As our culture becomes more secular, it’s not enough to know: This is what the Bible says. Moral assertions are not enough to talk with secular friends or even other Christians. Today, students go off to college and everyone they know is sleeping with their boyfriend or girlfriend.



Now we have to show the moral truths we live by. We have to understand the ideas behind transgenderism, homosexuality, abortion and sexual ethics. Love Thy Bodybrings secular humanism back to its scientific roots.

Fallout in the Next Generation

With this new iteration of the sexual revolution, what impact have you seen on young adults today?

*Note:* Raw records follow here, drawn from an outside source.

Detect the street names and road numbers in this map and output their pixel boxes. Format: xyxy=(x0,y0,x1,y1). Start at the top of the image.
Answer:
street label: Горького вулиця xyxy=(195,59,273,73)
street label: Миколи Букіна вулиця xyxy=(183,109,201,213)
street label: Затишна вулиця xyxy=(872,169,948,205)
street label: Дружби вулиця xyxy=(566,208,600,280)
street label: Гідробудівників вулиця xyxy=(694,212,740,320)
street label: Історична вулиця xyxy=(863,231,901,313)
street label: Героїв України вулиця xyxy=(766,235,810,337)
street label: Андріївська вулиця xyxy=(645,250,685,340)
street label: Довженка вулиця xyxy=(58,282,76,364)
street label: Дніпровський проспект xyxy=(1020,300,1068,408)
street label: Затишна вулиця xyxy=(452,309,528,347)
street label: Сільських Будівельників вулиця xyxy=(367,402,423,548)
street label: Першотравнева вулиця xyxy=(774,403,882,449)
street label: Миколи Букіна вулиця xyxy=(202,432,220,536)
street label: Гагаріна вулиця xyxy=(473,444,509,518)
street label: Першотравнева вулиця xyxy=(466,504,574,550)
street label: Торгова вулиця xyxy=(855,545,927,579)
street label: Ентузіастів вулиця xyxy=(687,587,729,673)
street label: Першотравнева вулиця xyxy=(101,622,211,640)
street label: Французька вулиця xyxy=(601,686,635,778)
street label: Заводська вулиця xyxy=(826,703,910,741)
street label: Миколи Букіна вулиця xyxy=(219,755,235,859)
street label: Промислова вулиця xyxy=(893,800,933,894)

Pearcey: When writing Love Thy Body, I knew people who were struggling with same-sex attraction and transgenderism. The chapter I thought would be straightforward was on abortion. After all, millennials are more pro-life than their Baby Boomer parents.

To gain perspective on these sensitive issues, I engaged with many different people in reading groups. They included undergrads, graduates, previously homeschooled and our College of Biblical Studies, which has 80 percent minority students. My grad students were going through the chapter on life issues. Gradually, three of them shared they had abortions in the past.

One had been raped in her dorm room at a Christian college. It was her former boyfriend who was angry with her at breaking up with him. That was his revenge. Now this girl was pro-life, yet she was so distraught about what her church would say. Her first thought was: My church will shun my parents. She was worried enough about protecting her parents, she took the first available appointment to get an abortion.


Whenever we deal with these topics, we need to keep in mind the personal stories.
Isn’t the church where young men and women should be able to work through these issues? Yet our reading group was one of the first places she ever admitted it to anyone. I realized anew that you cannot deal with these issues as abstract moral topics. In your church group, your classroom and among your friends, there are people struggling.

These talks actually changed the tone of this book. This happened again when I taught this manuscript to a college class. I recall there was a young man who didn’t say much the entire class. As students finished the final exam at different times, I walked out to the hallway to say goodbye to them.

On that last day of class, he told me he struggled with same-sex attraction. It turned out he hadn’t even told his mother yet. Whenever we deal with these topics, we need to keep in mind the personal stories.

How does your work speak to those struggling with these difficult issues?

Pearcey: I asked my student that in the hallway. He said the book gave him hope. It’s the positive message on sexuality that makes a difference. Instead of one more time hearing it’s wrong, they need the reasons why to live more in tune with the body.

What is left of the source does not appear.